--- Recorded information Enclosed Below ---

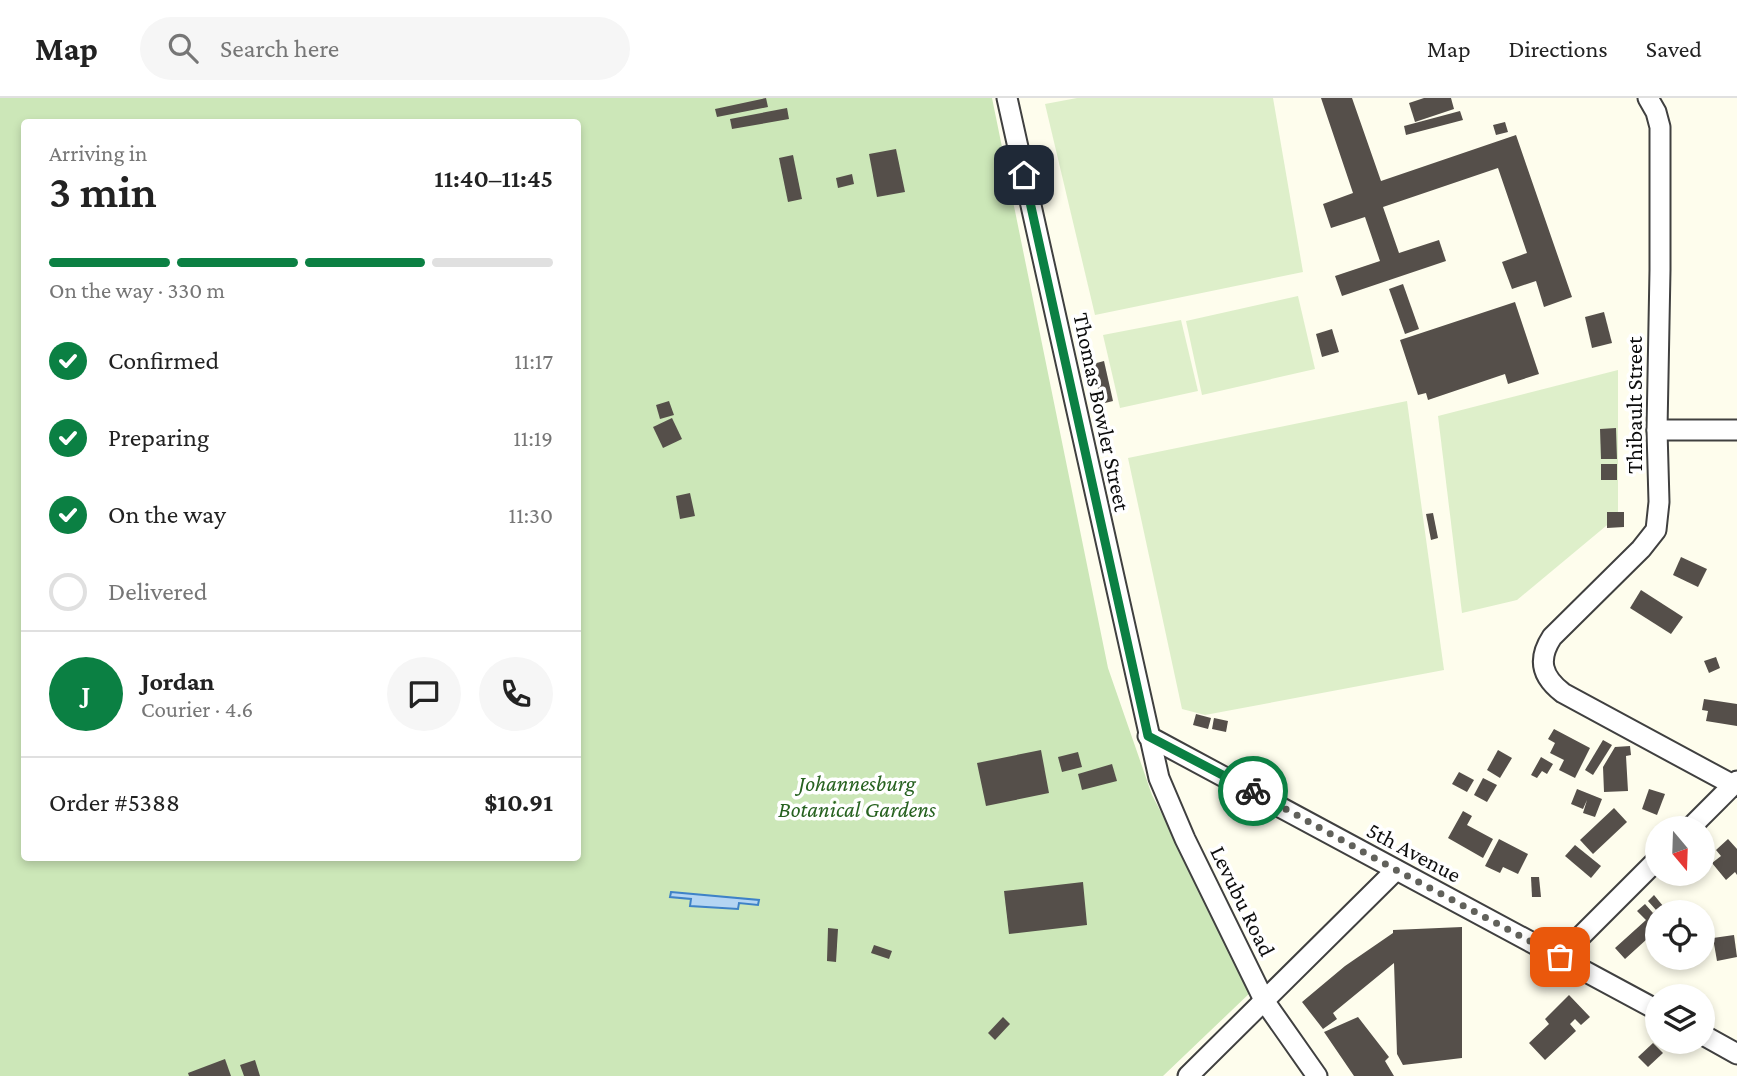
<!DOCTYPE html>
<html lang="en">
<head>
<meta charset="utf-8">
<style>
  body { margin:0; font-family:"Crimson Pro",serif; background:#f6f6f6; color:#222; height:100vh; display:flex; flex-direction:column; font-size:26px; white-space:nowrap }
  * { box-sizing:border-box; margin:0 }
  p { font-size:23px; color:#767676 }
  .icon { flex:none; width:38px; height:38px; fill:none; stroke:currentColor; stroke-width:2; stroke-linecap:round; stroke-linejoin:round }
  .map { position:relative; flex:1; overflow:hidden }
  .drawer { position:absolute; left:21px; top:21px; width:560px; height:742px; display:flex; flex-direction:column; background:#fff; border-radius:7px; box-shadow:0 4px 10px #0003 }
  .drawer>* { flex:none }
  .needle { width:46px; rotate:161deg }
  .fabs { position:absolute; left:1645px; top:718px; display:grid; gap:14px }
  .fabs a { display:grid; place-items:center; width:70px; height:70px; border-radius:50%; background:#fff; box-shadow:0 4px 10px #0003; font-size:35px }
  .pin { position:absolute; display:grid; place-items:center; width:60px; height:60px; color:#fff; margin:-30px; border-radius:14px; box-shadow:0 4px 10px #0006 }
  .courier { position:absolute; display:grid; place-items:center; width:70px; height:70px; margin:-35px; border:5px solid #0b8043; border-radius:50%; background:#fff; color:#222; box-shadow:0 2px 9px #0007 }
  .headline em { font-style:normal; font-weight:600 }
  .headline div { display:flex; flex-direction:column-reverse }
  .headline { display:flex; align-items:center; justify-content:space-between; height:119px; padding:0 28px }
  h1 { font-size:46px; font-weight:600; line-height:52px }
  .bar { display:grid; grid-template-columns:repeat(4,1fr); gap:10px 7px; align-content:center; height:84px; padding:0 28px }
  .bar i { height:9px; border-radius:5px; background:#e0e0e0 }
  .bar .current { background:#0b8043 }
  .bar p { grid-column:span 4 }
  .line { display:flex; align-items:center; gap:18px; padding:0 28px; border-top:2px solid #e0e0e0 }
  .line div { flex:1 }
  .round { display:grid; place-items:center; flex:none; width:74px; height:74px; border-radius:37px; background:#f6f6f6 }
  ol { padding:0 28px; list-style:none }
  li { display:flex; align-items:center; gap:21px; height:77px }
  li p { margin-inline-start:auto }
  li .icon { padding:7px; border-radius:50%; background:#0b8043; color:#fff; stroke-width:4 }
  li:last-child { color:#767676 }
  li i { width:38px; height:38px; border:4px solid #e0e0e0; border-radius:50% }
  header { display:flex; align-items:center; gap:42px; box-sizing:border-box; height:98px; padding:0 35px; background:#fff; border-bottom:2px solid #e0e0e0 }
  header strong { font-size:33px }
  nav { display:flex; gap:38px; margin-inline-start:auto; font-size:24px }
  .search { width:490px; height:63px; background:#f6f6f6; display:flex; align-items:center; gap:18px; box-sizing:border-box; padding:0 24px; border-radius:38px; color:#767676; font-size:26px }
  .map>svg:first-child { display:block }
  .green { fill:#cce7b8; fill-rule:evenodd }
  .pitch { fill:#deefca }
  .water { fill:#b4d5f3; stroke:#3e82c7; stroke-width:2 }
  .building { fill:#554f4a }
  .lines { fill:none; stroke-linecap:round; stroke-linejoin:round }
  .minor-casing { stroke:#404040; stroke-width:23 }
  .minor { stroke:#fff; stroke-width:19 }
  .done { stroke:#61615b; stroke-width:7; stroke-dasharray:0 12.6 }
  .route { stroke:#0b8043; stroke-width:9 }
  .labels { text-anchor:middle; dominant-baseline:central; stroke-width:7; stroke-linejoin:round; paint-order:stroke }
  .street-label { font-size:23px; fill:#0d0d0d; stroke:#fff }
  .park-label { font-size:23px; font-style:italic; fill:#276220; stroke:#fff }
</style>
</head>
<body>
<header>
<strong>Map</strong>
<div class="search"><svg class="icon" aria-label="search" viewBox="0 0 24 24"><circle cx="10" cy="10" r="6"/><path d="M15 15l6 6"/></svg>Search here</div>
<nav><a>Map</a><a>Directions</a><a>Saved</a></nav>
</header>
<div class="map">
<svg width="1737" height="978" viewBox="0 0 1737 978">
  <rect width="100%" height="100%" fill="#fefded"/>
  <path class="green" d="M 0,0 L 992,0 L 1108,570 L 1152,697 L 1253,892 L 1163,978 L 0,978 ZM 24,24 L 578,24 L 578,760 L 24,760 Z"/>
  <g class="pitch">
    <path d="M 1077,0 L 1273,0 L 1303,174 L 1095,217 L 1045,6 Z"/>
    <path d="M 1298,198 L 1315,271 L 1202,297 L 1186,223 Z"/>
    <path d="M 1181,222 L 1198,293 L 1120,310 L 1103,237 Z"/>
    <path d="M 1618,272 L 1618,418 L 1517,502 L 1462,515 L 1438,318 Z"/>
    <path d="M 1407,303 L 1444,572 L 1205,617 L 1182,611 L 1128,360 Z"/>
  </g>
  <path class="water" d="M 671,794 L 759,802 L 758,807 L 739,805 L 738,811 L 690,808 L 691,801 L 670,799 Z"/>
  <g class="building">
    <path d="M 766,0 L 768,9 L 717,19 L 715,11 Z"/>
    <path d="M 1321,0 L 1352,0 L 1381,83 L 1516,37 L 1572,199 L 1544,209 L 1536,183 L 1512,191 L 1502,164 L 1527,155 L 1498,70 L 1383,109 L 1399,155 L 1439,142 L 1446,163 L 1342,198 L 1335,178 L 1380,163 L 1365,119 L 1331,130 L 1323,106 L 1353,95 Z"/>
    <path d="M 1424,0 L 1451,0 L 1454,11 L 1415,24 L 1409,5 Z"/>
    <path d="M 787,10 L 789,21 L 732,31 L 730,21 Z"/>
    <path d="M 1460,13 L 1463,22 L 1406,37 L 1404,28 Z"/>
    <path d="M 1505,24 L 1508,34 L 1496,37 L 1493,27 Z"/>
    <path d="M 896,51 L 905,94 L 877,99 L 869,56 Z"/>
    <path d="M 793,57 L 802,101 L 788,104 L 779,60 Z"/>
    <path d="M 852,76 L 854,86 L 838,90 L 836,80 Z"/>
    <path d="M 1403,186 L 1419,231 L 1405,236 L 1389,191 Z"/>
    <path d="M 1515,204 L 1539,276 L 1508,286 L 1505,276 L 1428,302 L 1426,295 L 1418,297 L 1400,242 Z"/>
    <path d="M 1604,214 L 1612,245 L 1592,250 L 1585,219 Z"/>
    <path d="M 1332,231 L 1339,254 L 1322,259 L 1316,236 Z"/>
    <path d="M 1104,263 L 1113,303 L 1101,306 L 1093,266 Z"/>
    <path d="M 669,303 L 674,317 L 660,321 L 656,307 Z"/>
    <path d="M 672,320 L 682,341 L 663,350 L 653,329 Z"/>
    <path d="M 1616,330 L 1617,361 L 1601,361 L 1600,331 Z"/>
    <rect x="1601" y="366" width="16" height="16"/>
    <path d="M 690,395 L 695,418 L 680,421 L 676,398 Z"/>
    <path d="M 1607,414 L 1624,414 L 1624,429 L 1607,430 Z"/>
    <path d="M 1433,415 L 1438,440 L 1431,442 L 1426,416 Z"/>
    <path d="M 1681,459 L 1707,471 L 1698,489 L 1673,477 Z"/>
    <path d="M 1641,492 L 1683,519 L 1671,536 L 1630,510 Z"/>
    <path d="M 1716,559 L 1720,570 L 1709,575 L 1704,563 Z"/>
    <path d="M 1704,601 L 1737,606 L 1737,628 L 1706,623 L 1708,613 L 1702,612 Z"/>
    <path d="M 1196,616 L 1211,620 L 1208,631 L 1193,627 Z"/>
    <path d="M 1214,620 L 1228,623 L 1226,634 L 1212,631 Z"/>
    <path d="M 1554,631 L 1590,650 L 1575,680 L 1559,672 L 1564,662 L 1550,655 L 1555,645 L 1548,641 Z"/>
    <path d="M 1603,642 L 1612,647 L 1593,677 L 1585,672 Z"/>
    <path d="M 1630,648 L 1631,657 L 1626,658 L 1628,693 L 1604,694 L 1603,669 L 1615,649 Z"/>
    <path d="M 1041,652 L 1049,695 L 986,708 L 977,665 Z"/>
    <path d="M 1498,652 L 1512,660 L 1500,680 L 1487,672 Z"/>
    <path d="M 1078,654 L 1082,669 L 1062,674 L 1058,659 Z"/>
    <path d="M 1541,659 L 1553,666 L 1547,676 L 1542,673 L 1537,680 L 1531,677 Z"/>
    <path d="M 1112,666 L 1117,683 L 1082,692 L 1078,676 Z"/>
    <path d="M 1459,674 L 1474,682 L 1467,694 L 1452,686 Z"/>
    <path d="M 1483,680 L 1497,687 L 1487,704 L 1474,697 Z"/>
    <path d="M 1577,691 L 1602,701 L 1595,719 L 1583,715 L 1587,702 L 1583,711 L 1571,706 Z"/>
    <path d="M 1649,691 L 1665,696 L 1657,717 L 1642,711 Z"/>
    <path d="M 1614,710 L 1627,724 L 1593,756 L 1580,742 Z"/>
    <path d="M 1463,713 L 1472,718 L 1467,727 L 1493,741 L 1483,760 L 1448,740 Z"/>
    <path d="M 1499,741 L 1528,756 L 1518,776 L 1503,769 L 1500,775 L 1485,768 Z"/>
    <path d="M 1728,741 L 1737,751 L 1737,777 L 1735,774 L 1726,782 L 1712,765 L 1721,758 L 1716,752 Z"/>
    <path d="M 1575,747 L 1601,768 L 1591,780 L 1565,758 Z"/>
    <path d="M 1531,779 L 1539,779 L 1541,799 L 1532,799 Z"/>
    <path d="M 1083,784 L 1087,827 L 1009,836 L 1004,793 Z"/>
    <path d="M 1654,797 L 1668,814 L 1657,814 L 1657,859 L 1670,859 L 1662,866 L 1651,854 L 1655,850 L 1647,841 L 1625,861 L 1615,850 L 1646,822 L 1637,813 L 1645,806 L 1653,815 L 1656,812 L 1648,803 Z"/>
    <path d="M 1462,829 L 1462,960 L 1403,967 L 1397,956 L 1394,865 L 1333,915 L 1337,921 L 1323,931 L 1302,904 L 1345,868 L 1393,835 L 1393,832 Z"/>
    <path d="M 828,830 L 838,831 L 836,864 L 827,863 Z"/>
    <path d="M 1734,837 L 1737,859 L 1717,863 L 1713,840 Z"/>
    <path d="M 874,847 L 892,853 L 889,861 L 871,855 Z"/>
    <path d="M 1569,897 L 1590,919 L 1581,927 L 1575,921 L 1570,926 L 1576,933 L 1545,962 L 1529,945 L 1549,926 L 1545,921 Z"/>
    <path d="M 1003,919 L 1010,926 L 995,942 L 988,935 Z"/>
    <path d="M 1358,919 L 1389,959 L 1385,963 L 1394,978 L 1354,978 L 1324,934 Z"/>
    <path d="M 1653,945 L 1663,955 L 1648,969 L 1638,959 Z"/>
    <path d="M 225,961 L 231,978 L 189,978 L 188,975 Z"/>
    <path d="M 255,962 L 260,978 L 244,978 L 240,967 Z"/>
  </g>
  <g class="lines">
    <g class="minor-casing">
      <g id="minor">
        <path d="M 1007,0 L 1159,680 L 1185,741 L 1265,904 L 1317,978"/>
        <path d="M 1648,0 L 1656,14 L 1660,29 L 1660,172 L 1657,332 L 1659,404 L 1656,432 L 1641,451 L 1552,539 C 1537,562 1542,579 1563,595 L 1733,687"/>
        <path d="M 1657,332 L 1737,332"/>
        <path d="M 1148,638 L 1657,912"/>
        <path d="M 1690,730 L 1737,683"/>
        <path d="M 1560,859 L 1657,762"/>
        <path d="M 1703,937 L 1737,956"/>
        <path d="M 1188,978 L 1396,772"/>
      </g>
    </g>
    <use href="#minor" class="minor"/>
  </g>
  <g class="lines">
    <path class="done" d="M 1253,693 L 1396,772 L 1560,859"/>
    <path class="route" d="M 1024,77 L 1148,638 L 1253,693"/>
  </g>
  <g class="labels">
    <g class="street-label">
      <text transform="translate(1634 307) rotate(-90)">Thibault Street</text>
      <text transform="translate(1102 314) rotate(78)">Thomas Bowler Street</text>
      <text transform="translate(1414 754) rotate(28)">5th Avenue</text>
      <text transform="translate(1243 803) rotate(64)">Levubu Road</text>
    </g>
    <g class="park-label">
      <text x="857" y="685">Johannesburg<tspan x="857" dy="26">Botanical Gardens</tspan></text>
    </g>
  </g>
</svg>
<div class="fabs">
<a><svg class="needle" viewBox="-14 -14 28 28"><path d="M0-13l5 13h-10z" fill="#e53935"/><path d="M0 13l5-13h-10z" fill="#767676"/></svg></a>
<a><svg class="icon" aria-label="locate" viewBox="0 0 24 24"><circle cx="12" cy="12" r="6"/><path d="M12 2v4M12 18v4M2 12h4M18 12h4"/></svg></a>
<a><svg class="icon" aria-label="layers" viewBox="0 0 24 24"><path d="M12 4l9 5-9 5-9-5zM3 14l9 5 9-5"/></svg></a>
</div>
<div class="pin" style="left:1560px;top:859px;background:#ea580c"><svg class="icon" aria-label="bag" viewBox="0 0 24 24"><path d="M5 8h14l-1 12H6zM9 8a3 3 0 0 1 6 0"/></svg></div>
<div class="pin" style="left:1024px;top:77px;background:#1f2937"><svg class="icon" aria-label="home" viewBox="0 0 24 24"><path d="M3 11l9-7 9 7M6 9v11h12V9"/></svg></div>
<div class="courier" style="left:1253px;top:693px"><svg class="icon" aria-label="bike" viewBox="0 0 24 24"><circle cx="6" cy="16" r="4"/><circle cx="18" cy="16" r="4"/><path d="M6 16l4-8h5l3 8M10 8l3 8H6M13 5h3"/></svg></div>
<section class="drawer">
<div class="headline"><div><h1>3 min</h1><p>Arriving in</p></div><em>11:40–11:45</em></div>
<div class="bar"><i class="current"></i><i class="current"></i><i class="current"></i><i></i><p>On the way · 330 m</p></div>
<ol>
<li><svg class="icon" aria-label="check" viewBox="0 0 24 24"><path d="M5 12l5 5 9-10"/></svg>Confirmed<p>11:17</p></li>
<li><svg class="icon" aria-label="check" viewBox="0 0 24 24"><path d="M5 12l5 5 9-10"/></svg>Preparing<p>11:19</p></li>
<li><svg class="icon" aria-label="check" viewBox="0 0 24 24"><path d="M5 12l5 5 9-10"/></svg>On the way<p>11:30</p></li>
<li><i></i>Delivered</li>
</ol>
<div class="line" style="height:126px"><b class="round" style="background:#0b8043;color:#fff">J</b><div><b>Jordan</b><p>Courier · 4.6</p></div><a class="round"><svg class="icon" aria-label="chat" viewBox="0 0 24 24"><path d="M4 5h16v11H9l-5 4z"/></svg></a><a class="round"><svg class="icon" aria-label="phone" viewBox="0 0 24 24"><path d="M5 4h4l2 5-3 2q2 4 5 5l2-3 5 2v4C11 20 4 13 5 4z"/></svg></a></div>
<div class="line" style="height:91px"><div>Order #5388</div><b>$10.91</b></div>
</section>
</div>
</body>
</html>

--- End of Enclosed Recorded information ---

# Action item:
Each line of the data that holds "linecap" should be copied.

# Answer for this exercise:
  .icon { flex:none; width:38px; height:38px; fill:none; stroke:currentColor; stroke-width:2; stroke-linecap:round; stroke-linejoin:round }
  .lines { fill:none; stroke-linecap:round; stroke-linejoin:round }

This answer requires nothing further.